This type of arrangement is infinitely more useful and versatile than a trough. It can be built to suit the tools you use most often and can hold a surprising number of tools at the ready. 
From "The Practical Woodworker" by Bernard E. Jones.


----------



## fritzer1210

I saw a YOUTUBE with Tommy Mac and his partner building a workbench. Although Tommy's bench has a well, his partner regretted his and added a removable cover over the cavity. Cosman has a video where he added a well to a bench as an after thought.

Personally, I would not have a well for the reasons already stated. I do have a rollable cabinet with draws that has a top surface that acts as a place to temporarily place tools in use. The most important aspect of the top surface is to have a lip around its perimeter to prevent roll off.

Best wishes


----------



## controlfreak

> This type of arrangement is infinitely more useful and versatile than a trough. It can be built to suit the tools you use most often and can hold a surprising number of tools at the ready.
> From "The Practical Woodworker" by Bernard E. Jones.
> 
> - Bearcontrare


A bench with a raised back would drive me insane, it would always get in the way. I prefer a flat surface with a tool well or not. A wall mounted tool cabinet behind me could work though.


----------



## pottz

im for no tool well,just fills with saw dust and collects crap.for the way i work it would serve no useful purpose.


----------



## DevinT

After hearing all the opinions on tool wells-and as an aside, my current workbench has 3 wells which are small, one for pencils and two separate ones for screws-I am thinking how I will design my tool well to avoid the issues stated (I am team tool well, but I want to avoid landing on "regret island") ...
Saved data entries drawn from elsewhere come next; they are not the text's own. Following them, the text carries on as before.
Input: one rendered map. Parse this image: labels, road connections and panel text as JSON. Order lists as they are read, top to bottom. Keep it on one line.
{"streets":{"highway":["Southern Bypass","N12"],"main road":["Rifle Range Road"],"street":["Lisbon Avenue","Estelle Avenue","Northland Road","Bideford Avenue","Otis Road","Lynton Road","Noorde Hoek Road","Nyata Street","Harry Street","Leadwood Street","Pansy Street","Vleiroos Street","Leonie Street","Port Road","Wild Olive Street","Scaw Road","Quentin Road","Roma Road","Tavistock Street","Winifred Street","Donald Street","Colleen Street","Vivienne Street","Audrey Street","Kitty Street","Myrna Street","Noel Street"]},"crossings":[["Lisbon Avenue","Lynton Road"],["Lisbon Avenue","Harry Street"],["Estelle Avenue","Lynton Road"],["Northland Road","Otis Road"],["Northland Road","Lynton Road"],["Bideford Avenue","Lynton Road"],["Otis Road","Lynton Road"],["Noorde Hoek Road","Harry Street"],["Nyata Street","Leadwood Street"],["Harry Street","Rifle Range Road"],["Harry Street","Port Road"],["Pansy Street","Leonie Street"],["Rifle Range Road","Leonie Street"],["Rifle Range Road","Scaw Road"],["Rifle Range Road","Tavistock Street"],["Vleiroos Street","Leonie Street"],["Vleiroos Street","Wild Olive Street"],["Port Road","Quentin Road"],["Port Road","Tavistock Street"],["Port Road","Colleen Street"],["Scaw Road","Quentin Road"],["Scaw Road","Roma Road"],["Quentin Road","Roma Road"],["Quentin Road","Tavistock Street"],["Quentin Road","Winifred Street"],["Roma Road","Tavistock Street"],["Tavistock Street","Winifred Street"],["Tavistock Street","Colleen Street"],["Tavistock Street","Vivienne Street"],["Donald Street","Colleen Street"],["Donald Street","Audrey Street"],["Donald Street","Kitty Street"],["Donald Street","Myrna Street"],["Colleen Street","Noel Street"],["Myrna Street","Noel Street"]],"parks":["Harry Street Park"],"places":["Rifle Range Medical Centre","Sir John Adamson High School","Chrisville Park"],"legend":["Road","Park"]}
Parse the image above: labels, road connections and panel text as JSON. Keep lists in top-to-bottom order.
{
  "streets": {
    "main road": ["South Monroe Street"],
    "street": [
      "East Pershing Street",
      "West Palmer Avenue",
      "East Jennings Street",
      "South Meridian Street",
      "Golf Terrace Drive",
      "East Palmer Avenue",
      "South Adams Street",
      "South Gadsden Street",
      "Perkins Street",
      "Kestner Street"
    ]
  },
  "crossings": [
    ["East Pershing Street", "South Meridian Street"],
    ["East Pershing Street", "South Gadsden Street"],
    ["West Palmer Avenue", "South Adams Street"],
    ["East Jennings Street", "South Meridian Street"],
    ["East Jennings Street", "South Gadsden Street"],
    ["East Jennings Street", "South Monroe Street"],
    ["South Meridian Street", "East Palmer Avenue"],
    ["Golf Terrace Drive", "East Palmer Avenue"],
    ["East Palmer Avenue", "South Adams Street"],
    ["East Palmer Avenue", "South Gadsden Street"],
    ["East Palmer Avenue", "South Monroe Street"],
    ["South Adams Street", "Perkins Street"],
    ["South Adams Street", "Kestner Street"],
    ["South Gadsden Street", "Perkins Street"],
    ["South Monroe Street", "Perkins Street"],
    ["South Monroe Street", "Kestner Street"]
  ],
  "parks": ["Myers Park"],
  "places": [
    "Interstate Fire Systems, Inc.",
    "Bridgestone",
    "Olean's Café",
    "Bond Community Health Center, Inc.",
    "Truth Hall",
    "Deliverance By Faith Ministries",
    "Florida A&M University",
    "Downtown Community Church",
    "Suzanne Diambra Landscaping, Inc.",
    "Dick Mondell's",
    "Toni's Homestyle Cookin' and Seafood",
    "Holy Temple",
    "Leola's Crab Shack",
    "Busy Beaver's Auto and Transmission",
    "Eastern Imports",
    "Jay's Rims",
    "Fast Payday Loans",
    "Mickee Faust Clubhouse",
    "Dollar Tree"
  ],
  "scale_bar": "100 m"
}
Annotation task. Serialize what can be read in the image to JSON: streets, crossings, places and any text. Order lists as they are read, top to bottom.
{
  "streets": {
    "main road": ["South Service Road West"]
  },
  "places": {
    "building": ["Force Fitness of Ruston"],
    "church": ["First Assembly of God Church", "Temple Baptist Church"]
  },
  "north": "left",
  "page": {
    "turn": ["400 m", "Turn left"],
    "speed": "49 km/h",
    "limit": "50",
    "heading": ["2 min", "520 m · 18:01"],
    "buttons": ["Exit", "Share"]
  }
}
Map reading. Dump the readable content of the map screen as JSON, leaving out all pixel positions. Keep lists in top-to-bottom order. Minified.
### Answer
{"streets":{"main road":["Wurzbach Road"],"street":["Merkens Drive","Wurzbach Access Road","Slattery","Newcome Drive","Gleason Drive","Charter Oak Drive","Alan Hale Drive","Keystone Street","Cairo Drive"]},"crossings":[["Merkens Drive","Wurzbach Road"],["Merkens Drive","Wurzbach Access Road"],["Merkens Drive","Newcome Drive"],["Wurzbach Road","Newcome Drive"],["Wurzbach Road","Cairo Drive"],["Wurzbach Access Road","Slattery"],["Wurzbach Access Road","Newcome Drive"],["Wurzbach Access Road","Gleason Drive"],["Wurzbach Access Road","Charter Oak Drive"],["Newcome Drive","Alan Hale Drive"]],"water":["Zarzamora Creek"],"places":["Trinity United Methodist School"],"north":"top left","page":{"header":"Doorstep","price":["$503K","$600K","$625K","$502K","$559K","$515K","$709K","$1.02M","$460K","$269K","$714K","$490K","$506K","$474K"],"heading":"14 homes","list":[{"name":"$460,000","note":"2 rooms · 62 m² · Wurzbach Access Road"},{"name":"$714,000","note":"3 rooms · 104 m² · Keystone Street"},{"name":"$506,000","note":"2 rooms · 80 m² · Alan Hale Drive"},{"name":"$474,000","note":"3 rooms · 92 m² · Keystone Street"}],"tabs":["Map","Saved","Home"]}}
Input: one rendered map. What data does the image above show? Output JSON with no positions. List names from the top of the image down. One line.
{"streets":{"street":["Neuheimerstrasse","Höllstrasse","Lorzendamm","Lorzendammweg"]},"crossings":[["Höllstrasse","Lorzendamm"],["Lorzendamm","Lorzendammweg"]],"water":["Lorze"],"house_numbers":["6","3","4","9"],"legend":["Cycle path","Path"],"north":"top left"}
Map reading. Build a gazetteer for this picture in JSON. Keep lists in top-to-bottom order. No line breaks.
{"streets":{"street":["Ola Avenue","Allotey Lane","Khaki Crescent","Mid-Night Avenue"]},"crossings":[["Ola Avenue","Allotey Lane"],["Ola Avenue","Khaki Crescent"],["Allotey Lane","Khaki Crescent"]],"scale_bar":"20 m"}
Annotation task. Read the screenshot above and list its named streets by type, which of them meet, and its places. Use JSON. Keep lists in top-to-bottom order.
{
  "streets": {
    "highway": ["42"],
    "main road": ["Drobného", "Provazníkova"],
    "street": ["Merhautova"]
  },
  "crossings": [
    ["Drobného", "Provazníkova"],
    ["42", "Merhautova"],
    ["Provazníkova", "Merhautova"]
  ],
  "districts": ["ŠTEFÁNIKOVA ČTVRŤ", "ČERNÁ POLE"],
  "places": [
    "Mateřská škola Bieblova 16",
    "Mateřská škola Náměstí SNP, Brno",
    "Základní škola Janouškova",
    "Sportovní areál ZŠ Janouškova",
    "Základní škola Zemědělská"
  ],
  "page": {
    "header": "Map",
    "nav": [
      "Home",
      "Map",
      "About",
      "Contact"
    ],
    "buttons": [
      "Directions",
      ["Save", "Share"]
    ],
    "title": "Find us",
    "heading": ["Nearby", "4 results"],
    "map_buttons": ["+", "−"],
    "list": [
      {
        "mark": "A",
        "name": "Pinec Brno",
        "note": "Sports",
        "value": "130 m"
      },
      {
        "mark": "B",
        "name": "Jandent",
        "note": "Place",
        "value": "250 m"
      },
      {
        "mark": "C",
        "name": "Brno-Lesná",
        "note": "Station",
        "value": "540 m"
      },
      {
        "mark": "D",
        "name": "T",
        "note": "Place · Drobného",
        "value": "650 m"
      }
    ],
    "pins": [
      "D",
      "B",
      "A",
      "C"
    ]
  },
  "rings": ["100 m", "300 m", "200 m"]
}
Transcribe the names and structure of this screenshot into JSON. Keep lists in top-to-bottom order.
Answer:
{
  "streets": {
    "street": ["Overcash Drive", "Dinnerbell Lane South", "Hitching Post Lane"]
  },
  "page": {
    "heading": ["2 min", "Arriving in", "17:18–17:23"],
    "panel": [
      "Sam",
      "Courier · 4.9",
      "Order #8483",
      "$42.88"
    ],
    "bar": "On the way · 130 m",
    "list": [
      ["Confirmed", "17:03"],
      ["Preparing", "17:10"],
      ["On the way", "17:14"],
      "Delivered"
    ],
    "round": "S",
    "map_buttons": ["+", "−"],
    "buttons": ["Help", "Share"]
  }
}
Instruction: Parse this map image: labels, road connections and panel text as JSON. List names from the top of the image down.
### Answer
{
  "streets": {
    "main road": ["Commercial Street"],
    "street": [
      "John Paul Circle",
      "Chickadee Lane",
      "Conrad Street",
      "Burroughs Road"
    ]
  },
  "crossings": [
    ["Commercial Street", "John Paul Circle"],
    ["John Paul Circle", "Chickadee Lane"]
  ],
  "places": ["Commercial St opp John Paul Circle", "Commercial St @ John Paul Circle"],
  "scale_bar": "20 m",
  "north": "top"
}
A split-top Roubo with a lower lip to hold pencils and block planes and a removable shallow ramped tool well to fill the split top but the insert to fill the split top can be flipped-over to make a flush surface. That way I can have my cake and eat it too. One work bench, one insert with two functions, making three possibilities-open split, closed split, and tool well. Then I would also have the short lip at my hip for quick access to rulers, block planes, pencils, chisels, etc.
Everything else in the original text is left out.